Merkel eyes third term in German election

German Chancellor Angela Merkel poses as she casts her ballot during the German general election at a polling station in Berlin. Photo: Reuters

German Chancellor Angela Merkel poses as she casts her ballot during the German general election at a polling station in Berlin. Photo: Reuters

Published Sep 22, 2013



Berlin - Germans voted on Sunday in an election expected to hand Chancellor Angela Merkel a third four-year term, but she may be forced into an awkward coalition with her leftist rivals following a surge in support for a new anti-euro party.

Europe is closely watching Germany's first national election since the eruption of the euro zone debt crisis in 2009. Some hope Merkel will take a softer stance on struggling euro states such as Greece if she is pushed into a so-called grand coalition with the Social Democrats (SPD).

But major policy shifts seem unlikely because the centre-left SPD, whose campaign stalled after a gaffe-prone start by its lead candidate Peer Steinbrueck, agrees with the thrust of Merkel's approach even as it accuses her of weak leadership.

The most recent opinion polls show support for Merkel's conservative bloc - her Christian Democratic Union (CDU) and the Bavarian Christian Social Union (CSU) - at around 39 percent, about 13 points ahead of the SPD, the second-biggest party.

That virtually guarantees that Merkel, whose staunch defence of German interests during the crisis has sent her approval ratings soaring over 60 percent, will stay on as chancellor.

“I voted for CDU because they're a serious party and in the last eight years they've really moved the country forward,” said policeman Jochen Anders, 58, after casting his ballot in Berlin.

“They have reduced our debts significantly, brought us through the euro zone and financial crises successfully and the economy has recovered,” he said.

Merkel, who grew up in communist East Germany, has presided over a robust economy and booming labour market. The 59-year-old's “step by step” leadership style is criticised abroad as too timid but applauded by many at home, where she was cheered as “Mutti”, or Mum, on the campaign trail.

The SPD's Steinbrueck, a 66-year-old former finance minister, voted in the former West German capital Bonn.

“I feel very good ... Now it is finally time for the voters to decide,” he told reporters.

The first exit polls will be published at 6 pm (1600 GMT). Of the 62 million Germans eligible to vote, out of a population of 80 million, about a third described themselves in the run-up to the election as undecided, adding to the uncertainty.

Merkel wants to continue the centre-right coalition with the business-friendly Free Democrats (FDP) she has led for the past four years, but they have seen their support slide from 14.6 percent in the 2009 vote to just 5 percent.
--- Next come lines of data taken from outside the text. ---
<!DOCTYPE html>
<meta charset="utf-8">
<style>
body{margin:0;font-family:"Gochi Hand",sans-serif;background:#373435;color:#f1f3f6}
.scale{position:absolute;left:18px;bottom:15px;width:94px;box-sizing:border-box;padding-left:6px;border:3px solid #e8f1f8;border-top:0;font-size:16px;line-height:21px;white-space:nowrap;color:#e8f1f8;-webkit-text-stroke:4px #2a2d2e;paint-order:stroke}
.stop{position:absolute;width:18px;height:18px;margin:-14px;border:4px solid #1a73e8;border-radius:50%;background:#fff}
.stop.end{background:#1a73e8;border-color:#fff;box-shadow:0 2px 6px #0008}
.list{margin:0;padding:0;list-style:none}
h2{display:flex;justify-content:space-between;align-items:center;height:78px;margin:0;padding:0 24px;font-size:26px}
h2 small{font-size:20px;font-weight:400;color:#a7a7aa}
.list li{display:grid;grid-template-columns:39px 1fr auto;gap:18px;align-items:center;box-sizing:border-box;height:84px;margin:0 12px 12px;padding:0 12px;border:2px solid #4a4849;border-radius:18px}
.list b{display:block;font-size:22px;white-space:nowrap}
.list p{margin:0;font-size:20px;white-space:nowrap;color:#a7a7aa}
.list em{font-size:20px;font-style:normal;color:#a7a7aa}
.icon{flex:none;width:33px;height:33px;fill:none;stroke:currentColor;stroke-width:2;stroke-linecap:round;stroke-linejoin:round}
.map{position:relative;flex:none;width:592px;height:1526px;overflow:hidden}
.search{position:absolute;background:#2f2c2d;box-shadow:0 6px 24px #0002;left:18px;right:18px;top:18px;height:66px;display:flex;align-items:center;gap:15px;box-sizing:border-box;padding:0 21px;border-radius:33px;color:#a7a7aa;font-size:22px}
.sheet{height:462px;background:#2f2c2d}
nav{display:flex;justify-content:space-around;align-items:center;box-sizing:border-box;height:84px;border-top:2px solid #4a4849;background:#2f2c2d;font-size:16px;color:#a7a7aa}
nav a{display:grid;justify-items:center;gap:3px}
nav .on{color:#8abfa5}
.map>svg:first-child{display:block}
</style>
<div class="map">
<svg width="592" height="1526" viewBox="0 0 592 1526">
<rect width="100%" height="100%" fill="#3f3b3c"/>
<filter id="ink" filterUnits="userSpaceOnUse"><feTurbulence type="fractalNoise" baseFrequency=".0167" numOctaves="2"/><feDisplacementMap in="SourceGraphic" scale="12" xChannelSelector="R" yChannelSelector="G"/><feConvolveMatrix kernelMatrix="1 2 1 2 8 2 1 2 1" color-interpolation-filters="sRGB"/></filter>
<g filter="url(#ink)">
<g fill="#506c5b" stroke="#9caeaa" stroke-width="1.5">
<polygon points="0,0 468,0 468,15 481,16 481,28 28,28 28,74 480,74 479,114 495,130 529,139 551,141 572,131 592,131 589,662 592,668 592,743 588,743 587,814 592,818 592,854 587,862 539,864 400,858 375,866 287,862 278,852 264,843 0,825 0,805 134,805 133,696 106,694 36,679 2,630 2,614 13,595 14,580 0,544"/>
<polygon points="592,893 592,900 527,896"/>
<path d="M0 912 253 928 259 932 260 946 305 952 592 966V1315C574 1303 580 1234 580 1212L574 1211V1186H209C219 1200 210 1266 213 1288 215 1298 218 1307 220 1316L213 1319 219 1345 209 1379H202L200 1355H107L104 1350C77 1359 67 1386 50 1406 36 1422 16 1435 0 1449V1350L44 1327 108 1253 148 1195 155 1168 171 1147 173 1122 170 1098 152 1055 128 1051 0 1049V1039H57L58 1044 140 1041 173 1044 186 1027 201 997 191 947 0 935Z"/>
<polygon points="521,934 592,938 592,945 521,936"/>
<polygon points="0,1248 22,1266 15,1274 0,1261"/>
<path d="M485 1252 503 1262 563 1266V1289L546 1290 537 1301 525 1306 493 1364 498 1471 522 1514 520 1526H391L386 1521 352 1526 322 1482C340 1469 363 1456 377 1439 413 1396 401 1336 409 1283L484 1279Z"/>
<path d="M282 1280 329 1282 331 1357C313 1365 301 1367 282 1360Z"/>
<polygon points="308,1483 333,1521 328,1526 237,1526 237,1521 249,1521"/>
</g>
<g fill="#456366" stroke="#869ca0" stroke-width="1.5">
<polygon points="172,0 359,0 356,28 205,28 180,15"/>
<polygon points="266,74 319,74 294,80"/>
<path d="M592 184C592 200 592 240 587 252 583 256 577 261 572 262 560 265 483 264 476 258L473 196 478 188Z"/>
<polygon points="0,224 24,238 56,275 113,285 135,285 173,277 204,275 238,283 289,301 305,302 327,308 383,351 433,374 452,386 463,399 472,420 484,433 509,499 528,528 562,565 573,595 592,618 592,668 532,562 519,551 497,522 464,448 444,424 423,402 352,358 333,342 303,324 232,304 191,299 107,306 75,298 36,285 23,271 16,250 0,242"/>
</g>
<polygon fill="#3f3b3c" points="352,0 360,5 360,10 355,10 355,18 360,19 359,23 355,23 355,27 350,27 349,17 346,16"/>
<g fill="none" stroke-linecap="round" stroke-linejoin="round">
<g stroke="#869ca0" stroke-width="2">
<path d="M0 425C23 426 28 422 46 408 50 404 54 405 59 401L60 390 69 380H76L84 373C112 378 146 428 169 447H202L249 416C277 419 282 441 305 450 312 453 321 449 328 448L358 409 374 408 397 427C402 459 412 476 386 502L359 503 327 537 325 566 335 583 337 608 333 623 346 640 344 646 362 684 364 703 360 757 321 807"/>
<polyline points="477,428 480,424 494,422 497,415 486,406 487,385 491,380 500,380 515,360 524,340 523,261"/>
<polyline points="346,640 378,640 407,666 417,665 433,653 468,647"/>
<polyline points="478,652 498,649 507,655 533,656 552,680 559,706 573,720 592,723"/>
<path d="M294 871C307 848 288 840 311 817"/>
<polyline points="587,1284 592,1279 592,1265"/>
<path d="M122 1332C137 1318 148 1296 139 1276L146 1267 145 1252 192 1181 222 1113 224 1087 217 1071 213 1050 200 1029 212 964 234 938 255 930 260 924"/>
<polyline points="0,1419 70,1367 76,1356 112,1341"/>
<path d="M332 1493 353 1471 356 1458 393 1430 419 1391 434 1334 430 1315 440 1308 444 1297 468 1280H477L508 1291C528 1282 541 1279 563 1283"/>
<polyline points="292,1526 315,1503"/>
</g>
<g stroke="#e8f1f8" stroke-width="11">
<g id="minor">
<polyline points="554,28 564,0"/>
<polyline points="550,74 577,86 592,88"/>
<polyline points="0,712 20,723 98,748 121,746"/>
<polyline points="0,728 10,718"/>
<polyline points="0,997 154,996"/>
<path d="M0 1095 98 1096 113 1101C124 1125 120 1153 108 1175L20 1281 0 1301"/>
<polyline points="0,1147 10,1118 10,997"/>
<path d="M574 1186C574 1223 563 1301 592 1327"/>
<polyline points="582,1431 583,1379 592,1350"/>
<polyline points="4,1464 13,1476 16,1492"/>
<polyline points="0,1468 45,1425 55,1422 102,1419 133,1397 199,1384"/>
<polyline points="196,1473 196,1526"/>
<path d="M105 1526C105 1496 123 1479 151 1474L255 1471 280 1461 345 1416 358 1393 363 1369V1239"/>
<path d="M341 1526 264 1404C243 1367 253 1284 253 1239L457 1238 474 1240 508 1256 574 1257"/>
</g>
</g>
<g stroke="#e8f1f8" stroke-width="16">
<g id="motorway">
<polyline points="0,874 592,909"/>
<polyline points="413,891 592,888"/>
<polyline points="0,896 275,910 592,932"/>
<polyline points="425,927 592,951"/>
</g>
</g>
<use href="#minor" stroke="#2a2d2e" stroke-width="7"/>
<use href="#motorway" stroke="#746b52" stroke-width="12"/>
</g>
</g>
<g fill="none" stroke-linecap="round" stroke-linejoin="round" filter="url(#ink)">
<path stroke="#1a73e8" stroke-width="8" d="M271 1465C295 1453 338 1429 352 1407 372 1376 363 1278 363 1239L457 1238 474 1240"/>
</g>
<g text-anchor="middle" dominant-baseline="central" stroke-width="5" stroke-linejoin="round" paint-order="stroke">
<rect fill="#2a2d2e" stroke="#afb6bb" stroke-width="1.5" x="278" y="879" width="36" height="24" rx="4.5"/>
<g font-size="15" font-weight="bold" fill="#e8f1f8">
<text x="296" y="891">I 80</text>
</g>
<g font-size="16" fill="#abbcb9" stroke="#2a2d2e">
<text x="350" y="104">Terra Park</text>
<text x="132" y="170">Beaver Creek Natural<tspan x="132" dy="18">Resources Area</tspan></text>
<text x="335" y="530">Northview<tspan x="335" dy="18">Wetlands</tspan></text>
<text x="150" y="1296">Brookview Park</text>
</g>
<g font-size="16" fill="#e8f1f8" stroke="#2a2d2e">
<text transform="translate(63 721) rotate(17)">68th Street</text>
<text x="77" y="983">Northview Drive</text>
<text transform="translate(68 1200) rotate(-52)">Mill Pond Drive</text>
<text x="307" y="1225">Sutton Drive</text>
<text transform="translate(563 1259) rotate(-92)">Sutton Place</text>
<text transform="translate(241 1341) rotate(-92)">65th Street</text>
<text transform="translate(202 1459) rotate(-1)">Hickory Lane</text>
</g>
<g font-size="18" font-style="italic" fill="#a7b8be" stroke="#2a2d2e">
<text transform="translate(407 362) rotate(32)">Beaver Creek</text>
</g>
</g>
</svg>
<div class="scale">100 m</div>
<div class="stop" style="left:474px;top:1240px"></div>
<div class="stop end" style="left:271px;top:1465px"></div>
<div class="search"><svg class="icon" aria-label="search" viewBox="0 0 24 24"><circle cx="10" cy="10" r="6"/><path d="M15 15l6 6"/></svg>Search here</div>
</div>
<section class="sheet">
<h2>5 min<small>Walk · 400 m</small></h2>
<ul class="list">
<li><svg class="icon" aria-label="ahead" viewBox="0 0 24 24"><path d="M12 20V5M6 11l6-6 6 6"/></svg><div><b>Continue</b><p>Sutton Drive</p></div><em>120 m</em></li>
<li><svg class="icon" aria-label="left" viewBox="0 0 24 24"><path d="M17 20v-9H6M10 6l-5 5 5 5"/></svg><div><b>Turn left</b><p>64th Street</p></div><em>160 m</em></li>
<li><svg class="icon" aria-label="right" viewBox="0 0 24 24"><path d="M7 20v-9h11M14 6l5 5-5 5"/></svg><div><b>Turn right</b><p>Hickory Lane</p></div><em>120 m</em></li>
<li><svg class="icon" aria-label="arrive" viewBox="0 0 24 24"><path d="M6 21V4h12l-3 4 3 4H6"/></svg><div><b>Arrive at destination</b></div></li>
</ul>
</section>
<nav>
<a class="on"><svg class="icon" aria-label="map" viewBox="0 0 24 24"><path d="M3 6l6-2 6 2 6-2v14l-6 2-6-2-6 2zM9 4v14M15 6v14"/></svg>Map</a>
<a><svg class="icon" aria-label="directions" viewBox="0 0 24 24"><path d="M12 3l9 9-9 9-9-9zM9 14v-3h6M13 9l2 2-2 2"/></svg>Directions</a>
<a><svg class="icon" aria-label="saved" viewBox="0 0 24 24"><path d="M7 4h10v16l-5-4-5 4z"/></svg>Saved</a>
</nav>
A poor FDP result would force Merkel to court the SPD, with whom she governed in a right-left coalition in 2005-09.

The SPD, which lost voters after that experiment, would exact a high price in such talks, including top cabinet posts such as the finance ministry and acceptance of key parts of its platform, such as a minimum wage and tax hikes for the wealthy.

“They will be the most difficult coalition talks ever,” said Frank Decker, a political scientist at Bonn University.

The wild card in the election is the Alternative for Germany (AfD), a seven-month-old party that has seized on voter fears about the cost of euro zone bailouts, for which Germany, Europe's largest economy, underwrites the biggest share.

Led by a group of renegade academics, lawyers and journalists, the AfD wants an “orderly dismantling” of the euro and says Germans should consider returning to the Deutsche Mark.

Their tough stance on euro zone stragglers and on immigration has led some to reconsider their voting intentions.

“I like the SPD but I also like it that the AfD wants to get rid of the euro and expel foreigners who are lazy and just living off the state,” said Jacqueline Preuss, 43, a car industry employee in Berlin.

If the AfD nudges above the 5 percent mark needed to enter parliament, it will be the first new party in the Bundestag since 1990 and the only one to favour a breakup of the euro, the currency created in 1999 and now shared by 17 countries.

“If the AfD enters parliament, it will change the euro debate in Germany,” a close aide to Merkel told Reuters.

Should the party win seats, Merkel could be denied her centre-right government of choice.

Speaking to 4 000 supporters at the Tempodrom arena in Berlin on Saturday, she seemed to acknowledge that risk, departing from script to urge voters to stand by the euro.

“A stable euro is not only good for Europe, it is crucial for Germany as well,” Merkel said. “It guarantees our well-being and our jobs.”

Even if Merkel is able to preserve her centre-right government with the FDP, she will probably have to rule with a much smaller majority in the Bundestag and deal with an SPD-dominated upper house that could block major legislation,

Regardless of her coalition, she faces major challenges in a new term, from bedding down her shift from nuclear to renewable power to fending off a demographic crisis, and setting out a vision for Europe, which may be past the acute phase of its crisis but is still plagued by recession and unemployment.